Sunday, November 15, 2015

Parquet file generation with Spark and Clojure

I'm working on an ETL project that requires conversion of existing JSON to Parquet data. Once the data is processed and stored back into S3, we'll be using Hive and Presto to query it via SQL/HiveQL.  Once again, separating storage from compute is the name of the game here... A sample of existing JSON looks something like this:

{"name":"checkout:payment:item:purchase","visitor_id":"123456","created":1447239382,"type":"U","version":1,"details":{"ext":1305221,"listing_id":573845,"quantity":1}}

The interesting part is in the details key. This is a JSON object that can have an arbitrary number of key:value pairs. The current contract with the developers is that it will be flat with no nested objects and/or array of objects in it, but can have any number of different key:value pairs. For instance, an impression event might have the details only containing the ext and gallery_type keys:



{"name":"filteredGallery:gallery:gallery:impression","visitor_id":"487464540","created":1447242806,"type":"U","version":1,"details":{"ext":1206491,"gallery_type":"course"}}


The goal is to have all theses events in the same table, and I prefer to have them in the Parquet format. The approach outline here is one where all the common fields/keys like name, visitor_id, created, type, and version will be promoted to individual columns, and the details column will contain a JSON string of the original content. This way we're able to maintain a unified table while at the same time allowing for arbitrary content to be stored in the details payload.  Using Apache Spark and Clojure for the ETL processing worked out nicely. Spark has built in support for reading JSON records via SQLContext.read.json() into a Dataframe, and once in a Dataframe the content can be saved to Parquet rather easily. In order to achieve the above format, I couldn't rely on automatically inferring of the JSON schema that Spark provided since I needed to do a little data reshaping. Instead the schema would need to be defined at runtime and programmatically create the Dataframe.  This involved the following three steps:


  1. Create an RDD of Rows from the original RDD;
  2. Create the schema represented by a StructType matching the structure of Rows in the RDD created in Step 1.
  3. Apply the schema to the RDD of Rows via createDataFrame method provided by SQLContext.
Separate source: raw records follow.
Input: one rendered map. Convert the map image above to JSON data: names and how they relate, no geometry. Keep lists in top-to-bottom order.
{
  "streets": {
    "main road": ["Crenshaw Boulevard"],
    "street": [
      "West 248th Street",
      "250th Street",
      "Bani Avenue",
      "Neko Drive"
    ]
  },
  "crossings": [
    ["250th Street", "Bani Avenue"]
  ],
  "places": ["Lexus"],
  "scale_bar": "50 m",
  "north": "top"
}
The first thing to do was to create the RDD of Rows in the desired shape. After reading the text file of JSON strings into a RDD, a map operation is ran across each line which performs the following series of transformations:

  1. The JSON string is decoded into a Clojure Map
  2. The Clojure Map is ran thru Prismatic Schema 
  3. The fields that are going to be promoted to columns are selected out of the map 
  4. Encoded the details back to a JSON string
  5. Created the necessary Row from the Clojure vector
  6. Finally apply the schema to the RDD of Rows and create the Dataframe
I've tried to place the above step numbers next the appropriate line of Clojure code below.

(let [java-rdd (.textFile sc input-path)
        row-rdd (-> java-rdd
                  (f/map (f/fn [x]
                       (let [json (json/decode x true) 1.
                               v (-> (fuel-event-coercer json) 2.
                                        (select-vals [:name :visitor_id :created :version :type]) 3.
                                        (conj (json/encode (:details json))))] 4.
                      (RowFactory/create (into-array Object v))))) 5.
                      (.repartition 5))
        df (.applySchema c row-rdd fuel-schema)) 6.

In step 2, Prismatic Schema is used to not only validate the incoming data, but also to coerce a couple of fields to the required data type needed by the Scala StructType 



(def FuelEvent
  "A Fuel event"
  {:name String
   :visitor_id String
   :created long
   :version s/Int
   :type String
   :details s/Any })

(def fuel-event-coercer
  (coerce/coercer FuelEvent {FuelEvent identity s/Int #(int %) long #(long %)}))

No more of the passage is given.